Report each line of the data below in which "JSON" appears.

— SUPPLIED ENTRIES —
▬▬▬▬▬▬▬▬▬▬

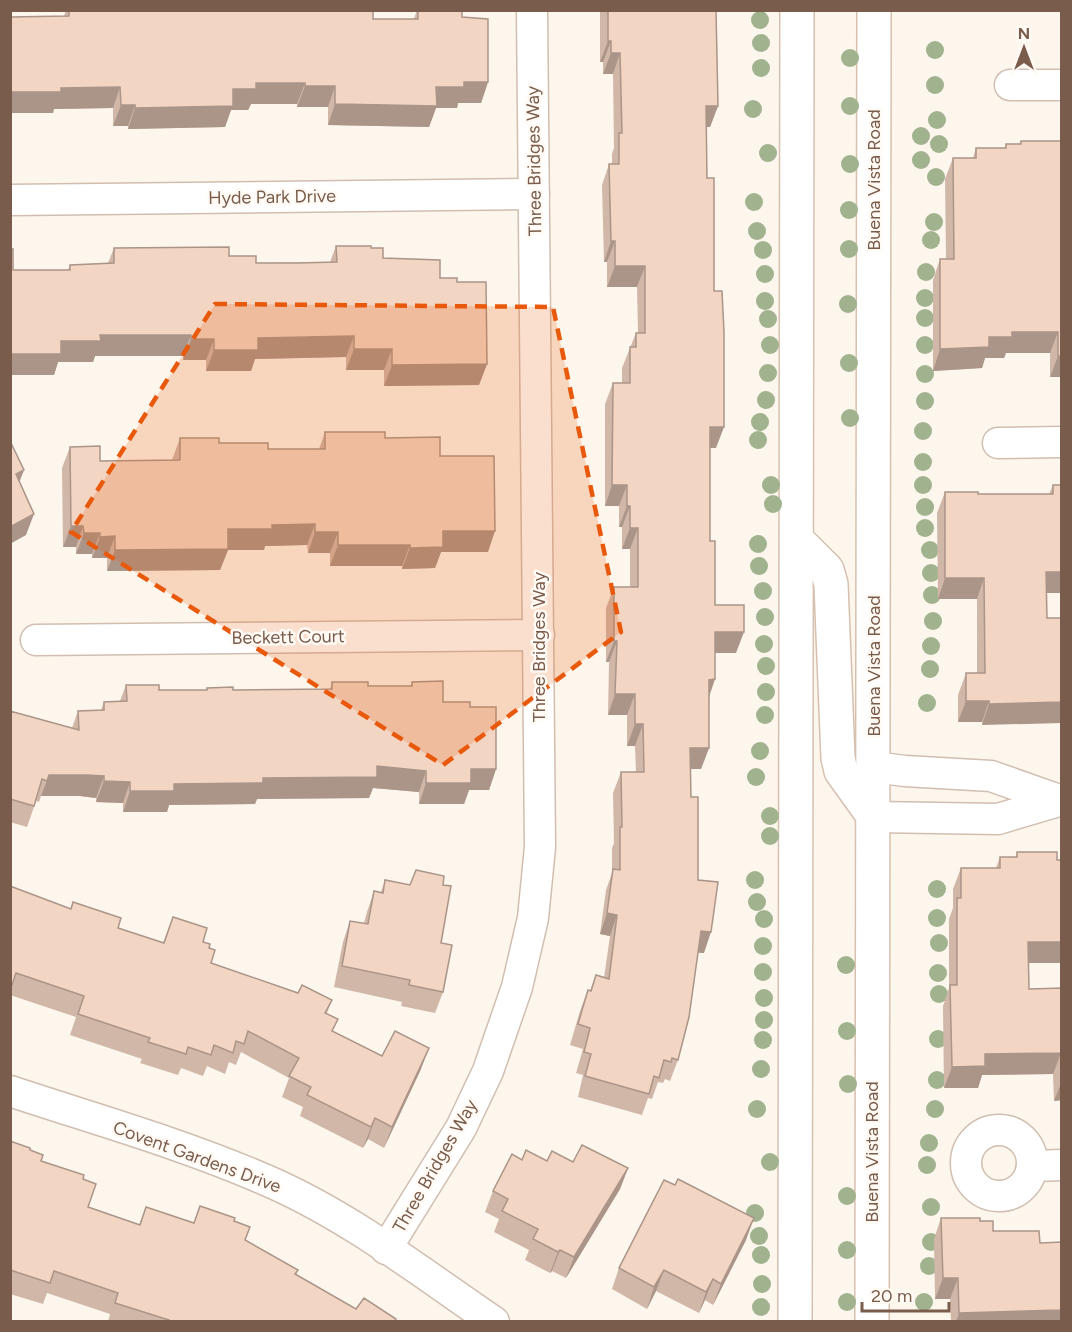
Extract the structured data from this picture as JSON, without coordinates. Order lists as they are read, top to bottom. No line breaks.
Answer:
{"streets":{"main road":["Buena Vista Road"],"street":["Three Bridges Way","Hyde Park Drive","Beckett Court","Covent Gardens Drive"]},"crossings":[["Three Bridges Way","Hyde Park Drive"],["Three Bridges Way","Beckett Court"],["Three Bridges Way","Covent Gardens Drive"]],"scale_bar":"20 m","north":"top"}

▬▬▬▬▬▬▬▬▬▬

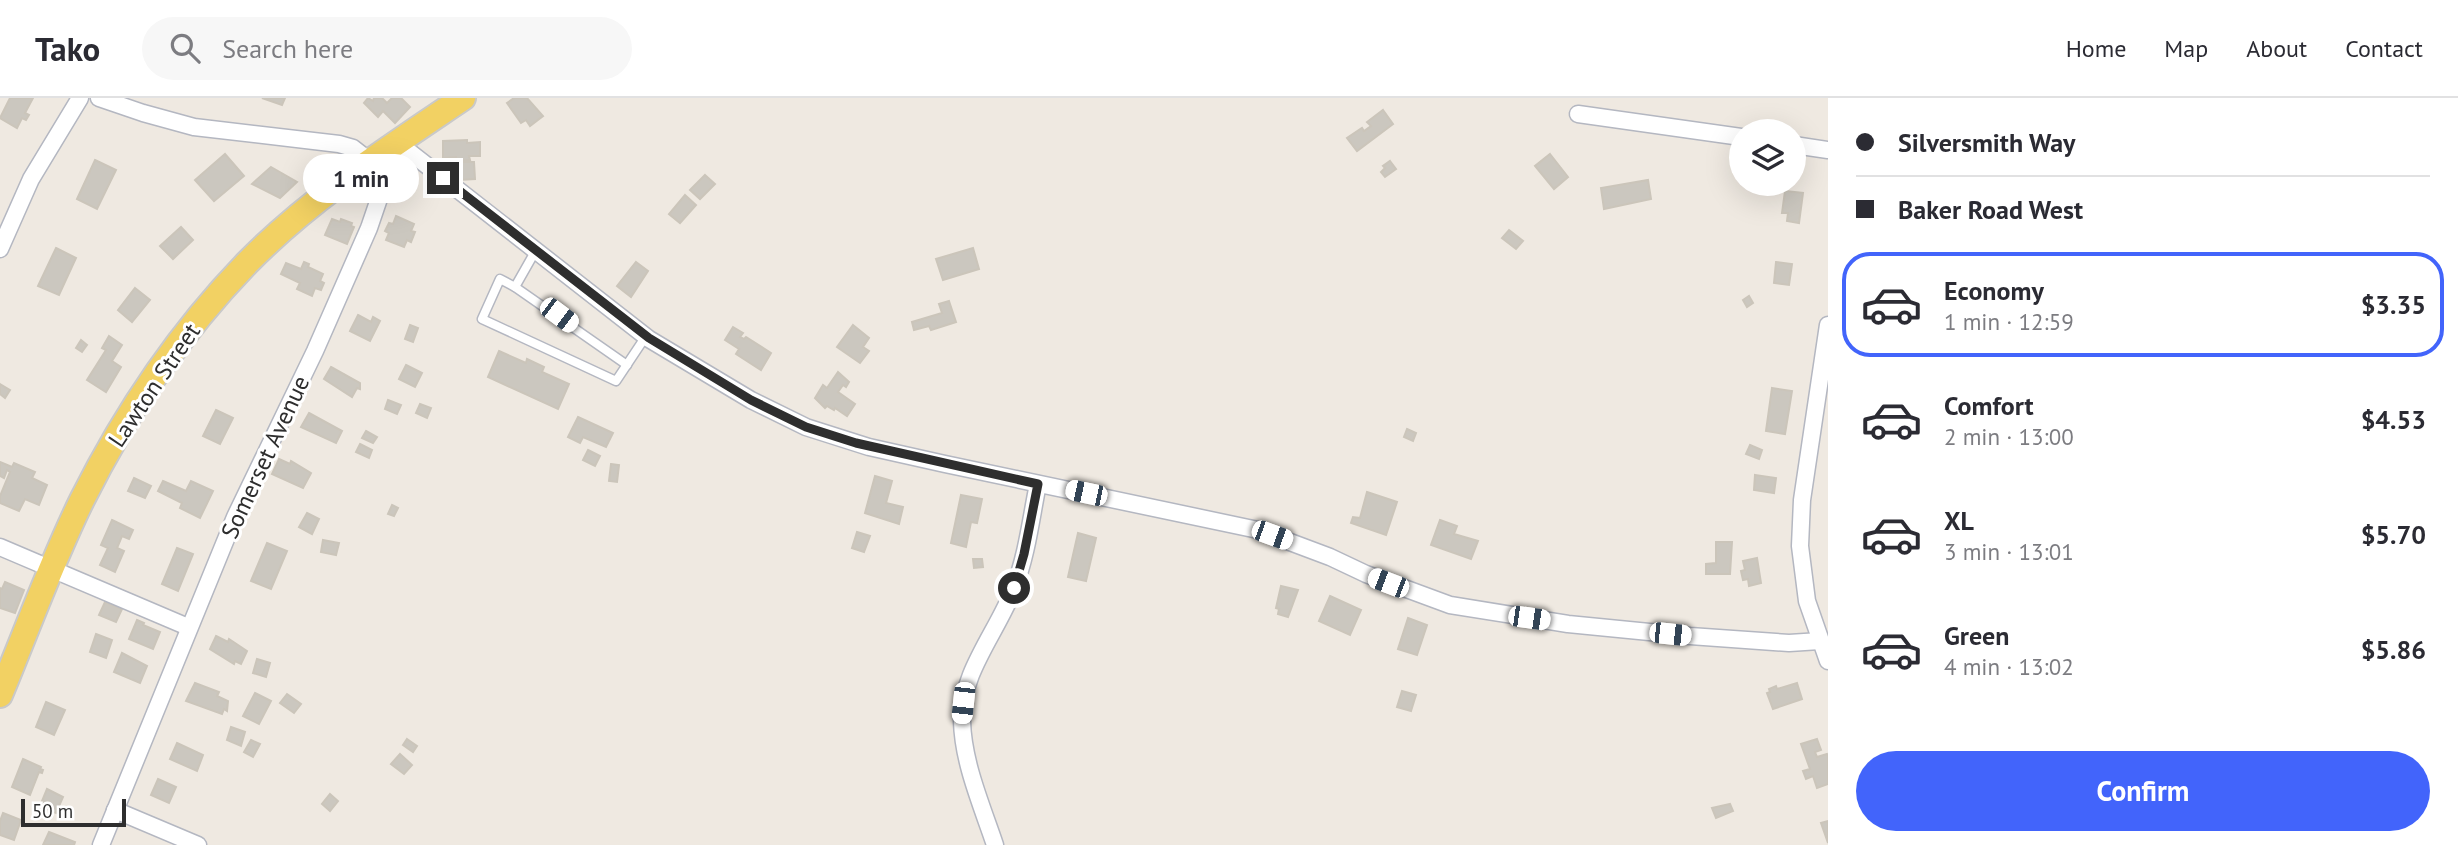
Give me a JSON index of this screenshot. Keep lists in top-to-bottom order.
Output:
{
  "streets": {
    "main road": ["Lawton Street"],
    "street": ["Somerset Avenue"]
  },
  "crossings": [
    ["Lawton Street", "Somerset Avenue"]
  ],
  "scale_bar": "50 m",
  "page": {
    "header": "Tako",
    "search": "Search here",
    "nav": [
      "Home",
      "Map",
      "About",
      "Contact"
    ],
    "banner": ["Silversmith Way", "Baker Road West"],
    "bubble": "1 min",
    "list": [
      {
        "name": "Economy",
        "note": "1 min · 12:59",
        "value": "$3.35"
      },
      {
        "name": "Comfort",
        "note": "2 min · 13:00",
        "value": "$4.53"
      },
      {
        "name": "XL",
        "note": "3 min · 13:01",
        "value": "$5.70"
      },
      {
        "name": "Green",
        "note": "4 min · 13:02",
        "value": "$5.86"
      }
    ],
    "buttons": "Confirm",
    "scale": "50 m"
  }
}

▬▬▬▬▬▬▬▬▬▬

— TASK ANSWER —
Extract the structured data from this picture as JSON, without coordinates. Order lists as they are read, top to bottom. No line breaks.
Give me a JSON index of this screenshot. Keep lists in top-to-bottom order.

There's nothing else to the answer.